Monday, 10 November 2025

SCANNERS


If our fingers were athletes they would win Olympic gold medals. The reason being that they have so much daily excercise scrolling that they would be a cross between Daley Thompson, Carl Lewis and Usain Bolt. The average person in the UK has a smart phone and the average person in the UK spends an extraordinary amount of time looking at it. An inordinate amount of time scrolling for soundbites and visual stimuli. An overwhelming amount of time sending out meaningless words into the ether.

That's not the worst of it though. Living in the moment is a defunct concept. If the phone isn't out held aloft recording the moment then the moment didn't happen. What if a tree fell in the forest and no one was there to film it on their Samsung Galaxy?
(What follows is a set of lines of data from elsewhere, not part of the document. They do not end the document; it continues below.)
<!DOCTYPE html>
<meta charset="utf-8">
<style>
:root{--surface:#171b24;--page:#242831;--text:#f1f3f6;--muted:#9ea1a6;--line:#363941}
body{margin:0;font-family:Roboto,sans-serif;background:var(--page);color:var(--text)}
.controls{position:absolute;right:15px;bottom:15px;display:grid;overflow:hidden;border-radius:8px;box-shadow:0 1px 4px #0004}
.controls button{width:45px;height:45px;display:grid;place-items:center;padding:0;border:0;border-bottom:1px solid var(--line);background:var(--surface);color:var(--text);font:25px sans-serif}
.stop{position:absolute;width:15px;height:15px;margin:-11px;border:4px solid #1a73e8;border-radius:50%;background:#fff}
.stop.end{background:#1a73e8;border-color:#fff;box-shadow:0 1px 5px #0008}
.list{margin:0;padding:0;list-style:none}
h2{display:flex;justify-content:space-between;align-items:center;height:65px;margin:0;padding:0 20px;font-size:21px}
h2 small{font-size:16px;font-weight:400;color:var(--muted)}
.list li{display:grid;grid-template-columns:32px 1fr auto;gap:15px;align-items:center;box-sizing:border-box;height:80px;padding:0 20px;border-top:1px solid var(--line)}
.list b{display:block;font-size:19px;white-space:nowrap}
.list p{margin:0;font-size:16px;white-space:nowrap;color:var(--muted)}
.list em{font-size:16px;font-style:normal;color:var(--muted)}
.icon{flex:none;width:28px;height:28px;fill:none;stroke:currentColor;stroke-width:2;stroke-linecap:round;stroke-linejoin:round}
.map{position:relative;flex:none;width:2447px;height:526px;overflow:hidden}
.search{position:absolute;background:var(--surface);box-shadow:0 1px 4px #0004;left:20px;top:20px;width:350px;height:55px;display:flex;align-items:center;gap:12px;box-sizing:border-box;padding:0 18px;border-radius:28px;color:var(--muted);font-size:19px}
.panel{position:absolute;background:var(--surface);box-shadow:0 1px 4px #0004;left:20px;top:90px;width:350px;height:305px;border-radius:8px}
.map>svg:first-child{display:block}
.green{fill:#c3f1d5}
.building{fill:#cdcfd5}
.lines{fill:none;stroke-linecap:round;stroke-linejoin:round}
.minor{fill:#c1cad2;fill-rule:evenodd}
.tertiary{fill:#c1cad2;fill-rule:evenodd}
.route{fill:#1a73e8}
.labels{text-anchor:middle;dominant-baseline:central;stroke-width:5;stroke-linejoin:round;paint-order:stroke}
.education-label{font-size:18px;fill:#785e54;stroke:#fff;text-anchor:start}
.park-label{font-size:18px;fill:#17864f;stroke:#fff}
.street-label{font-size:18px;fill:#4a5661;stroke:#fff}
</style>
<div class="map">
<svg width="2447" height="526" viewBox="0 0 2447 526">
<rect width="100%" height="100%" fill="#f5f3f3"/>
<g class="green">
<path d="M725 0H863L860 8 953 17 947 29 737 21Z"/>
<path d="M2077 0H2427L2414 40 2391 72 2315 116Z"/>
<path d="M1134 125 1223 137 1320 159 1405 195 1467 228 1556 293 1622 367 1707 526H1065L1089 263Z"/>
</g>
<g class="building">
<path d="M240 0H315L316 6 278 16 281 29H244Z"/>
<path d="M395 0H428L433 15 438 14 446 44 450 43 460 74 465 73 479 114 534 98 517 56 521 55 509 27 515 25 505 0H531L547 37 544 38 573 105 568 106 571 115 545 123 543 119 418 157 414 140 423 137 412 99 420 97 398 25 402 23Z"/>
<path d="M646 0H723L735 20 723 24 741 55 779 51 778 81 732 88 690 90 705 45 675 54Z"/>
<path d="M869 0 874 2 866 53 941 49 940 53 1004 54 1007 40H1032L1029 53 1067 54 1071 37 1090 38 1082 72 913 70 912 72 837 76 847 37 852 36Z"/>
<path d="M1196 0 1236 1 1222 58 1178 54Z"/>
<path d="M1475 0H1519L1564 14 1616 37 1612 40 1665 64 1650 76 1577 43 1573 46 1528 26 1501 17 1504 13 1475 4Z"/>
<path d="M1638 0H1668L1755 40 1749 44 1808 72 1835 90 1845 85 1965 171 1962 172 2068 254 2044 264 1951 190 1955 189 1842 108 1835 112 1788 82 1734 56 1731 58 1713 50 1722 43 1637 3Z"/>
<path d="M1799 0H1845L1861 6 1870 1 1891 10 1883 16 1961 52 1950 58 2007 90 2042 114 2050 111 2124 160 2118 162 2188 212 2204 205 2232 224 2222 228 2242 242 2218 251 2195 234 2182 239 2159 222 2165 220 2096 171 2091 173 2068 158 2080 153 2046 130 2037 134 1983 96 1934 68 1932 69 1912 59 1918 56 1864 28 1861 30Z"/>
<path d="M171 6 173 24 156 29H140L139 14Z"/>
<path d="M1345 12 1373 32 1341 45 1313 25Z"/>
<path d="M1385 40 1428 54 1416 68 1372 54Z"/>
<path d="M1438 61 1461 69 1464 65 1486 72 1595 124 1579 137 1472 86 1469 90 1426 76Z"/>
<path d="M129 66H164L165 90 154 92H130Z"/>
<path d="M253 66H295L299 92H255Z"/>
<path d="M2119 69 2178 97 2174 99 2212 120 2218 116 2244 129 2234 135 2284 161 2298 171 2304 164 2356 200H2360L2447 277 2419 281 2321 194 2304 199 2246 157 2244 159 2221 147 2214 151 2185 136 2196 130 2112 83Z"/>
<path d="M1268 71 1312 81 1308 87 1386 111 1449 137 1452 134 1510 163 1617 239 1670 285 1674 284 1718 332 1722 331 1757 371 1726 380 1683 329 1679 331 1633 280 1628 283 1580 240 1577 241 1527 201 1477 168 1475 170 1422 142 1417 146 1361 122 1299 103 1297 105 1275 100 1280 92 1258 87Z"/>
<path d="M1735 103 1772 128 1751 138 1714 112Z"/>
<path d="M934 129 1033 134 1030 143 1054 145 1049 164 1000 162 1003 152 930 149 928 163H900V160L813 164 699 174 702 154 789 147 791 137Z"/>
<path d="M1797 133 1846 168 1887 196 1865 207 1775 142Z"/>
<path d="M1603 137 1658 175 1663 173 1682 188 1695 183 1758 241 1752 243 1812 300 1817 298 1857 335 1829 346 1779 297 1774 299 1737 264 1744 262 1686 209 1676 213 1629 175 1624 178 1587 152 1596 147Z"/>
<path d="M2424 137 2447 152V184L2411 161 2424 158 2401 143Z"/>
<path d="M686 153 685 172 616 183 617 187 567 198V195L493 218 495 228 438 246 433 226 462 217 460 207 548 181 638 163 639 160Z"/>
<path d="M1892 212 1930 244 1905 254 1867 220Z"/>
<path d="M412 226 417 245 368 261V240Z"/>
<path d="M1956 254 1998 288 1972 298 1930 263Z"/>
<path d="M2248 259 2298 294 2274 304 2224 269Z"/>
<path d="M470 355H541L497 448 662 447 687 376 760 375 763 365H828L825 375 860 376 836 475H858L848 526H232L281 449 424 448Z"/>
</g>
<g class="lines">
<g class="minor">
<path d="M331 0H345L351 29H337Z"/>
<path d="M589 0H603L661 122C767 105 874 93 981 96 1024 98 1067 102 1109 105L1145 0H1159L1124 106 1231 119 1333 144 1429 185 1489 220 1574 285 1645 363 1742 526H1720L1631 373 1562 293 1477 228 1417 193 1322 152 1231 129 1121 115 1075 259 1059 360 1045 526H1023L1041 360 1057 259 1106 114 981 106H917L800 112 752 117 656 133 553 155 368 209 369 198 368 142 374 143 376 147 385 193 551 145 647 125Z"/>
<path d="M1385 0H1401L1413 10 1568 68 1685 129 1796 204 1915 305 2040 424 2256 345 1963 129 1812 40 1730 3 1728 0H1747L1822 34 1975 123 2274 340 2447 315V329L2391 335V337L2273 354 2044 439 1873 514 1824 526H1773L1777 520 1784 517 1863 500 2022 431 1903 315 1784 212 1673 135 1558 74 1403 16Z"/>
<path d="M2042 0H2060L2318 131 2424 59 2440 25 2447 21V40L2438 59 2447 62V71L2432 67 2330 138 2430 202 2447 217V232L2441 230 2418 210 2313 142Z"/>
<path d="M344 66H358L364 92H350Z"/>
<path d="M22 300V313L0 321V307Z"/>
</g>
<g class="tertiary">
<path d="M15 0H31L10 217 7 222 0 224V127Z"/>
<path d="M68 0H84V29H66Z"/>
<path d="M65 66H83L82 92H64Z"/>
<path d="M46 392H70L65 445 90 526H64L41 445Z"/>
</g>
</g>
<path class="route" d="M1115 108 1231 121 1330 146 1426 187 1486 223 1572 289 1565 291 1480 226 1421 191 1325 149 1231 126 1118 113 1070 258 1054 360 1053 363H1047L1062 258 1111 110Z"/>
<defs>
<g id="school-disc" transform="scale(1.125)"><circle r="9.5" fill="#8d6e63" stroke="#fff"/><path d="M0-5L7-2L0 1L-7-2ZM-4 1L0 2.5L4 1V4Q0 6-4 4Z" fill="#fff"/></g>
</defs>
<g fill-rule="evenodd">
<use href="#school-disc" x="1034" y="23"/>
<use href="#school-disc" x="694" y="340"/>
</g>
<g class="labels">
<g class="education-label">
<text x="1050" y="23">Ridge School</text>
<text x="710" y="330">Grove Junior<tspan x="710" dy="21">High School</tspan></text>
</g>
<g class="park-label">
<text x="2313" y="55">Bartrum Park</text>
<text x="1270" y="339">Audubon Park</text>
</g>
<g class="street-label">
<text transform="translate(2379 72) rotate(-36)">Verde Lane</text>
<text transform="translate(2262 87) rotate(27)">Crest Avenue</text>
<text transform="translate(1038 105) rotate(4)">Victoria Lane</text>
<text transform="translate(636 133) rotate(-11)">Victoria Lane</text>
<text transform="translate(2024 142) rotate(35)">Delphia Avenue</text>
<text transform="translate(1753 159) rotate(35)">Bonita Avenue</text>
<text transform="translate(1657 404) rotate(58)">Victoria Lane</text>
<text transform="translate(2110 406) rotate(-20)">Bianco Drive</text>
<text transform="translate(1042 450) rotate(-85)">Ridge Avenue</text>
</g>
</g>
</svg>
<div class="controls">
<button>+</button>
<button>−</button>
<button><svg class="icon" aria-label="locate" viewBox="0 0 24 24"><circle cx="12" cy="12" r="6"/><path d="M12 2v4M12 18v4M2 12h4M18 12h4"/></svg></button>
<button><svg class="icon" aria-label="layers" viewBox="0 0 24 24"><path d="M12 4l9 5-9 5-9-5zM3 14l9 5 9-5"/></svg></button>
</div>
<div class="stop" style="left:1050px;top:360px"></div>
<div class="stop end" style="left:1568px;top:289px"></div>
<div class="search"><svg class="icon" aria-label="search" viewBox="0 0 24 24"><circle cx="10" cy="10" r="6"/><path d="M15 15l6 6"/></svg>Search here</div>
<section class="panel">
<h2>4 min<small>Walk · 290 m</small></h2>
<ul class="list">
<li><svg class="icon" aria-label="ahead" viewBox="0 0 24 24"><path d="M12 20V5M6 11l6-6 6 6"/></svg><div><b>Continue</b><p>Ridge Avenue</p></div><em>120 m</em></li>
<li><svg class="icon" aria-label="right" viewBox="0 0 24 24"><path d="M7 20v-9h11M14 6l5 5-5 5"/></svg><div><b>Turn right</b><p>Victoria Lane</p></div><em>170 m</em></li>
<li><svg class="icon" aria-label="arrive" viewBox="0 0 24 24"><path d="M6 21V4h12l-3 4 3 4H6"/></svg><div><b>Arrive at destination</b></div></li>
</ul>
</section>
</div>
There was an eighties TV film called Max Headroom:20 Minutes Into the Future (which spawned the eponimous AI presenter) set in a corporate owned dystopia and one of the marketing tools that was used to sell to the masses was called a 'Blipvert' a new high-speed, concentrated, high-intensity television commercials lasting about three seconds. Their purpose was to prevent the channel-switching that may occur during standard-length commercials, but they had the side-effect of making some viewers explode like those unfortunates in Scanners

We now live in the world of the Blipvert on the much smaller screen via Tik Tok, Snapchat, Reels and other short form video platforms, except people don't run the risk of exploding but the risk imploding mentally.

It seems we are too busy absorbing information to actually diferentiate what is meaningful and process that information for our benefit.

To say that all mobile phone use is negative would be churlish. Good technology should be embraced and utilised in the service of mankind not to promote somene that can put 11 golf balls in their mouth, light their farts, jump over an icy puddle without falling in, or have Bolton's larget collagen lips.

Having just been on holiday in sunnier climes I reintroduced myself to the pleasures of putting my phone away. I read some books, closed my eyes, watched some cats playing, listened to the sound of the sea and people watched. If that sounds boring you aren't doing mobile phone detox right.

To scroll or not to scroll? that is the question. I would like to put things simply. Think to yourself "what do I need to see?" "what do I want to see" and "what don't I need to see?" I think you will find that the answer is staring you in the face.